Market Update - Trump's Crypto Reserve Plan: What It Means for the Market

Market Update - Trump's Crypto Reserve Plan: What It Means for the Market

Mar 4, 2025
Market Update - Trump's Crypto Reserve Plan: What It Means for the Market

What Happened?

  • Donald Trump announced plans to establish a U.S. Crypto Strategic Reserve, with aims to diversify national assets and position the U.S. as the global crypto leader. 
  • The proposal, which could be partially funded by seized assets such as the $19B in Bitcoin held by the government, triggered immediate market spikes. 
    • Trump’s explicit mention of BTC, ETH, XRP, SOL, and ADA first triggered an initial surge in their prices.
    • XRP, Solana, and Cardano saw the sharpest initial gains, with XRP surging 33%, Solana 26%, and Cardano spiking 69%. Bitcoin and Ethereum followed, rallying 11% and 13%, respectively (as of 3/3/2025).
  • Further details on the implementation and regulatory framework are expected at Trump’s White House Crypto Summit on March 7. However, this aligns with Trump’s broader policy agenda on digital assets outlined in his executive order.

Figure 1: Bitcoin, Ethereum, XRP, Solana & Cardano Performance 

Source: 21Shares, Glassnode

Data as of 3/3/2025 

Why Does it Matter?

The shift from merely stockpiling seized digital assets to actively purchasing new digital assets as part of a Strategic Reserve represents a fundamental shift in policy.

  • The stockpile merely reallocates dormant holdings, while the reserve introduces institutional-grade buying pressure:
    • This shift transforms the government from a passive custodian into an active market participant, creating sustained buying pressure that could structurally elevate prices for included assets.
  • This degree of legitimization through Government backing could accelerate institutional adoption and integration into traditional finance (e.g., ETFs, custody solutions).
  • A strategic reserve may reduce crypto’s notorious volatility by acting as a buyer/seller of last resort, thus stabilizing the market further.
  • U.S. crypto holdings could catalyze global regulatory shifts, triggering a strategic race among nations to swiftly establish frameworks for crypto engagement.
  • As seen below, The U.S. has a long-standing strategy of establishing reserves across diverse asset classes to maintain a competitive edge.
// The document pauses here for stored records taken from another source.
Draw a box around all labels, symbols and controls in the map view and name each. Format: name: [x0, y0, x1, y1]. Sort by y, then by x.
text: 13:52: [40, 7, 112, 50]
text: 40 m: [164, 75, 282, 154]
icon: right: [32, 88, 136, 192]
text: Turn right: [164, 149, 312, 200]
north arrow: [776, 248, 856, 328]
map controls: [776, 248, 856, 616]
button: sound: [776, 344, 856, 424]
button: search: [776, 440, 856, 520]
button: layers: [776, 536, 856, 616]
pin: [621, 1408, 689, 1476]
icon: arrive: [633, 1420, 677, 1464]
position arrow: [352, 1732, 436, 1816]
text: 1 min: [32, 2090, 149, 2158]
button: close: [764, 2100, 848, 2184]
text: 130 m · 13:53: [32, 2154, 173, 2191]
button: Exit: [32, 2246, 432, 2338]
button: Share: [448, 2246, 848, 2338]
The current focus on crypto reserves aligns with this historical pattern, echoing similar initiatives the nation has successfully implemented in the past.

Figure 2: U.S. Reserves by Type

Source: 21Shares, River

Should additional details about the proposed U.S. Crypto Strategic Reserve emerge by Friday, it could trigger a broader market rally and potentially ignite an altcoin season similar to previous cycles.

  • This comes just after last week's market deleveraging, where we saw Bitcoin dip to a yearly-low of $78K and the total crypto market cap dip below the key support level of $3 trillion, total liquidations exceed $2B, and altcoins heavily underperformed. As highlighted in our most report, this presented a key buying opportunity, with many altcoins returning to historically attractive levels—potentially setting the stage for this renewed rally.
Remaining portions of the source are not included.